I just asked this question of the The Melting Pot down the street from my house, they said the gluten free list is specific to different stores, this reply is for one in Lousiville, CO, USA. There's not much there, but sounds like it could be done...

Gluten in Melting Pot Sauces and Products
Updated 10/06/06

We have been receiving questions from our guests regarding gluten in our products. Many people have allergic reactions to gluten, which is contained in anything prepared with wheat or wheat flour. Below is a list of menu items served at the Melting Pot that contain Gluten
or wheat flour.

Cheese Fondues:
All the cheeses for our fondues are prepped by blending with flour and contain gluten.
Unopened bags of shredded cheese from Roth Kase do not contain flour; they use potato starch for anti-caking which is safe for people allergic to wheat flour or gluten.
Gluten free cheese fondue can be made by taking the required amount of cheese directly from an unopened bag and in a clean bowl blending a small amount of potato starch into it.
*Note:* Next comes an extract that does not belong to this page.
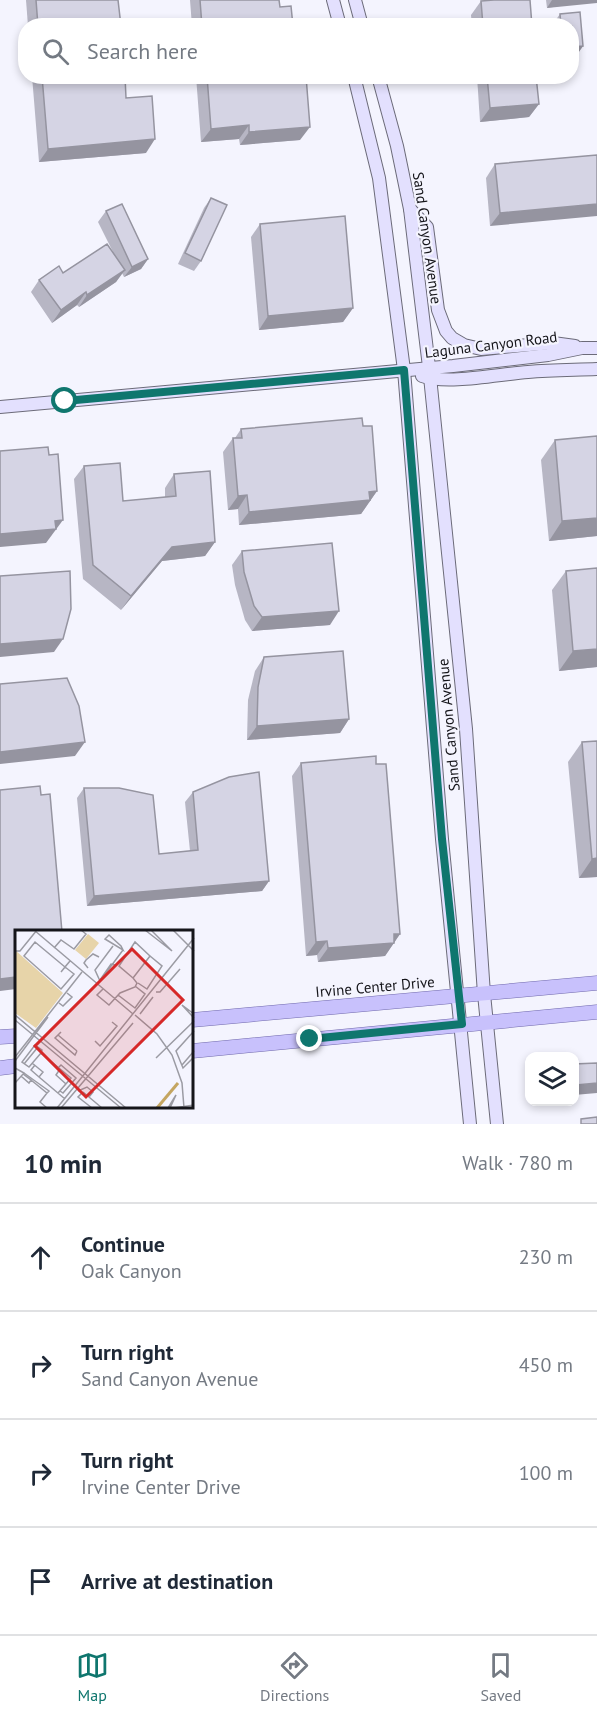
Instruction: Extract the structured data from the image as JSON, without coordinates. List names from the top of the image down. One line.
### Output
{"streets":{"main road":["Sand Canyon Avenue","Laguna Canyon Road","Irvine Center Drive"]},"crossings":[["Sand Canyon Avenue","Laguna Canyon Road"],["Sand Canyon Avenue","Irvine Center Drive"]],"page":{"search":"Search here","heading":["10 min","Walk · 780 m"],"list":[["Continue","Oak Canyon","230 m"],["Turn right","Sand Canyon Avenue","450 m"],["Turn right","Irvine Center Drive","100 m"],"Arrive at destination"],"nav":["Map","Directions","Saved"]}}
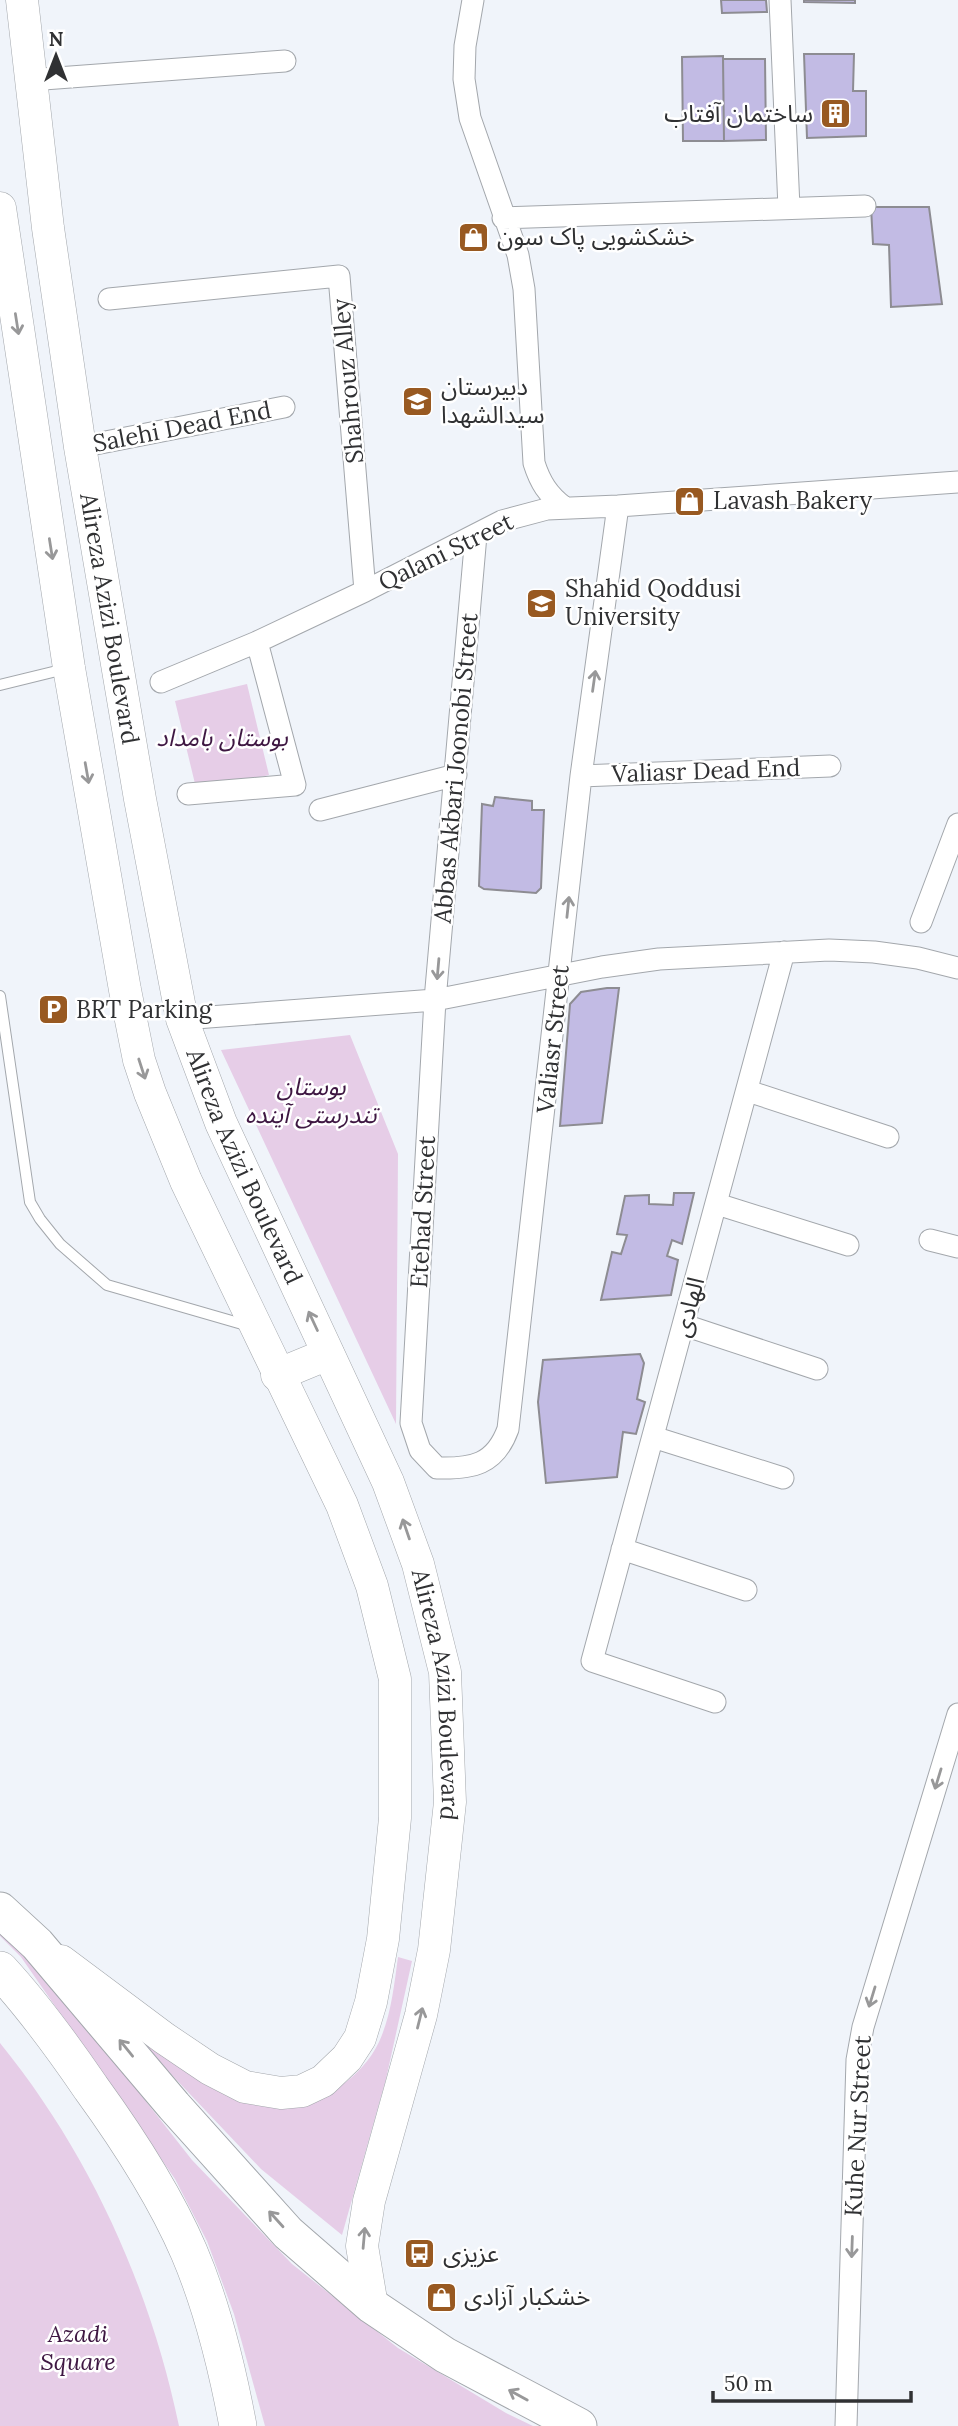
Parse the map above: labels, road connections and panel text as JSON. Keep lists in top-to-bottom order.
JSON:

Taking care to label and store it separate from cheese station until needed.
The Cheddar Cheese fondue, Fiesta Cheese fondue, and some Featured Cheeses are made with a beer base, which contains gluten.
The cheeses can be made with a milk base as a substitute for beer.
No bread or crostini as they contain gluten also, serve extra fruits and vegetables. Tortilla chips can be served if the nutrition information states that they are gluten free.

Salads:
Our Salads and Dressings are fine.
Do not serve croutons.

Entrees and Fondue Cooking Styles:
Our broths contain gluten.
Fondue Bourguignon, which is a cholesterol free canola oil cooking style, is fine.
Both the Teriyaki Sirloin and the Teriyaki Sauce contain gluten.
Substitute tenderloin as a beef item where available, or substitute filet for an additional charge.
Do not serve either batter as they also both contain gluten.

Desserts:
The Cookies & Cream Marshmallow Dream and the Chocolate Sā€™mores dessert fondues contain gluten.
Replace cheesecake, brownies, pound cake, and both the graham cracker and the Oreo crusted marshmallows with extra strawberries, bananas, and pineapple. Where available, plain marshmallows can be substituted.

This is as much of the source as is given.